Until an over-the-counter medication becomes available, there are several options that you could try. Some of these options include:

  • Exercise. Exercise has been extensively studied, and intense exercise may actually mimic the effects of some of the more powerful anxiety medicines. Exercise releases calming endorphins and burns away the stress hormone cortisol, so if you need rapid relief, a trip to the gym or a 30-minute jog may be highly beneficial.
  • Kava. Kava is an herbal supplement that some studies have shown may be as effective as several of the anxiety medications. Kava should still be used under the supervision of a doctor since it can interact with other medicines and alcohol, but as it is an herb that is available without a prescription, it may be worth trying. Passionflower and valerian may also be beneficial, although they are not believed to be as powerful.
  • CBD oil. CBD oil is an extract of the cannabis plant (known as Cannabidiol). It is usually taken from industrial hemp, which contains very little THC (the drug that causes the high), and even then any remaining THC is completely removed. Although we cannot recommend CBD oil yet due to a lack of research and questionable legality, there are studies showing that this extract may have stress relief benefits. Talk to your doctor about the risks and benefits of CBD.
  • 5-HTP, L-Tryptophan, or Sam-e. Although many neurotransmitter imbalances have been linked to anxiety, serotonin is the one that has the strongest connection for most people. In theory, increasing serotonin levels in the brain should be able to decrease anxiety symptoms. According to natural health promoters, 5-HTP, L-Tryptophan, and Sam-e are three supplements that increase serotonin levels. It is not clear that they work in the research, but they are available over the counter for those interested in trying it.
  • Water and Magnesium. In some cases, anxiety may be caused or exacerbated by a lack of important nutrients. So drinking a lot of water and taking magnesium supplements may help some people reduce their anxiety and find some degree of relief, even if it doesn’t cure the anxiety altogether.

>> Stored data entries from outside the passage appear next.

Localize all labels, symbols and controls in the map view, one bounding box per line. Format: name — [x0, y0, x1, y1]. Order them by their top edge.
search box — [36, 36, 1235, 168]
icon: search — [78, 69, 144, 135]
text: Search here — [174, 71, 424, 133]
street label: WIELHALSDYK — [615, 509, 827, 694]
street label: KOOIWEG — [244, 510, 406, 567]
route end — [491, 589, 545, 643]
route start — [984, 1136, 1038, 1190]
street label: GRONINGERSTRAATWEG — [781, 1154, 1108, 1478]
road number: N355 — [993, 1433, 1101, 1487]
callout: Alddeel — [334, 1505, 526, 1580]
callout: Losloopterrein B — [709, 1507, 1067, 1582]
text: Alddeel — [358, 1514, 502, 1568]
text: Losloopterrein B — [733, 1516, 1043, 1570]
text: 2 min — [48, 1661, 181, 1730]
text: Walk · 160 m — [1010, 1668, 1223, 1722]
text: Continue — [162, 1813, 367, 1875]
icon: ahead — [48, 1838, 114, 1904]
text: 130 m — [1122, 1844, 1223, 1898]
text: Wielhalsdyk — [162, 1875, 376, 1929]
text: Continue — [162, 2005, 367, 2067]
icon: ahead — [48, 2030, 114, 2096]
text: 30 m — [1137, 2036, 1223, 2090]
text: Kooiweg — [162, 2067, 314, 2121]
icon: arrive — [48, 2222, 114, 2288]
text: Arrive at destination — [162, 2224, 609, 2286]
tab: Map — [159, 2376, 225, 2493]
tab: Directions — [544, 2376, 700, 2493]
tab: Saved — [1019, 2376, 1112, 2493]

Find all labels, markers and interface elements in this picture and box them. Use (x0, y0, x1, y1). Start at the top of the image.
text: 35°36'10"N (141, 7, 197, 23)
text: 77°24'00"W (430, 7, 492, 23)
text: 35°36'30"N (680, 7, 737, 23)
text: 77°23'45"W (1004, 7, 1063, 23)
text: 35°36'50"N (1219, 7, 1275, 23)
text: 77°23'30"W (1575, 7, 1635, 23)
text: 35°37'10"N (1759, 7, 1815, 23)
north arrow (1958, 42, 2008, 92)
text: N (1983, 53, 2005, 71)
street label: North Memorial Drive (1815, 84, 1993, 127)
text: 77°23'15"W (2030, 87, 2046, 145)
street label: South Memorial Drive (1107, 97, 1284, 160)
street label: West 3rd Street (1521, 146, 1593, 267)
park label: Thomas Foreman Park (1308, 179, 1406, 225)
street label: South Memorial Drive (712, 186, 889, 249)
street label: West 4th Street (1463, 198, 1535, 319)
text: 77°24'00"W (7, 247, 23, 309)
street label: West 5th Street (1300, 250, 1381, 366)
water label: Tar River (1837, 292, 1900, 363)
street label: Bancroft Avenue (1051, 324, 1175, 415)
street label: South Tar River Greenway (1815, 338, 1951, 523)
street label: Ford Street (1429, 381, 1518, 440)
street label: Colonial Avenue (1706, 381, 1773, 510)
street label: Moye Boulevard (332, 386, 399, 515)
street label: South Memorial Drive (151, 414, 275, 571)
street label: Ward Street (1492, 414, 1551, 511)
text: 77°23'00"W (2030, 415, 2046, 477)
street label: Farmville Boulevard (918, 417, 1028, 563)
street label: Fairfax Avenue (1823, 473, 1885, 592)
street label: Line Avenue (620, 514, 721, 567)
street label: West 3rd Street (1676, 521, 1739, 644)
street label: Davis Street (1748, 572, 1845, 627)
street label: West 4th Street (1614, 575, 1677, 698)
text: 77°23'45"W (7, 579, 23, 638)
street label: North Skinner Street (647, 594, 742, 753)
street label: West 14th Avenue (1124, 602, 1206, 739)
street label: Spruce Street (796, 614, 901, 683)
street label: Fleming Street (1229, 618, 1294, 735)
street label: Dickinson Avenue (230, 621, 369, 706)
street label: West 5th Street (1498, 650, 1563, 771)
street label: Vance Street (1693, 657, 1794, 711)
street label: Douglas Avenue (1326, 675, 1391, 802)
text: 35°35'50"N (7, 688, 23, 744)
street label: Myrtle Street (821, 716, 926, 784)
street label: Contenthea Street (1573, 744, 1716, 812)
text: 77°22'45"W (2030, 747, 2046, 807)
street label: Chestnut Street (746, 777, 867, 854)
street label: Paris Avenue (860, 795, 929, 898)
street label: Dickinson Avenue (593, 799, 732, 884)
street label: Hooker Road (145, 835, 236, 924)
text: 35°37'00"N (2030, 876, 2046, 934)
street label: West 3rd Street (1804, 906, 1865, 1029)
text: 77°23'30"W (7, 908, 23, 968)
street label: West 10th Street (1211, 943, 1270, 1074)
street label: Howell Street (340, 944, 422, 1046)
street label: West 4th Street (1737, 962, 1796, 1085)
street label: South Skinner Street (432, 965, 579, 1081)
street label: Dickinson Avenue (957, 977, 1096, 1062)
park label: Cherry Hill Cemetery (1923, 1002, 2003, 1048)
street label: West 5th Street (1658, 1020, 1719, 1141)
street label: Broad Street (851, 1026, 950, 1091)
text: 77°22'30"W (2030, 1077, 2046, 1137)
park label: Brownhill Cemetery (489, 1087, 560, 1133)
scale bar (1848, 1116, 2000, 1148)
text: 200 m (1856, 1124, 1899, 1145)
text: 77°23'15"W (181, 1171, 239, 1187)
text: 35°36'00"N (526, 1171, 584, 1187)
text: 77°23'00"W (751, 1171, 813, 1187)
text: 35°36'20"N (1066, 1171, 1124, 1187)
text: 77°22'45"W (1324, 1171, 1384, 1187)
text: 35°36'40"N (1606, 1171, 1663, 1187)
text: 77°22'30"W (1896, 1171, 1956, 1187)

Again, none of these are guaranteed immediate cures, but they can be a tremendous help. If you’re someone that benefits from relaxation exercises like deep breathing, progressive muscle relaxation, and visualization, then you should try those as well.

You should never self-medicate with alcohol, or with any drug not designed for anxiety. Self-medication has the same effect as anxiety medicines - use them when you’re feeling anxious, and you start to depend on them and lose your ability to cope any other way.

Next Steps for Anxiety

It’s simply not a quick fix. It’s something that you need to work on regularly and learn the skills necessary for reducing the way your stress affects you and preventing your anxiety from becoming unmanageable. It involves long term solutions, but in the end, these solutions can be very effective and reduce any chance of your anxiety coming back.

Questions? Comments?

Do you have a specific question that this article didn’t answered? Send us a message and we’ll answer it for you!

Ask Doctor a Question

Question:

Where can I go to learn more about Jacobson’s relaxation technique and other similar methods?

– Anonymous patient

Answer:

You can ask your doctor for a referral to a psychologist or other mental health professional who uses relaxation techniques to help patients. Not all psychologists or other mental health professionals are knowledgeable about these techniques, though. Therapists often add their own “twist” to the technqiues. Training varies by the type of technique that they use. Some people also buy CDs and DVDs on progressive muscle relaxation and allow the audio to guide them through the process.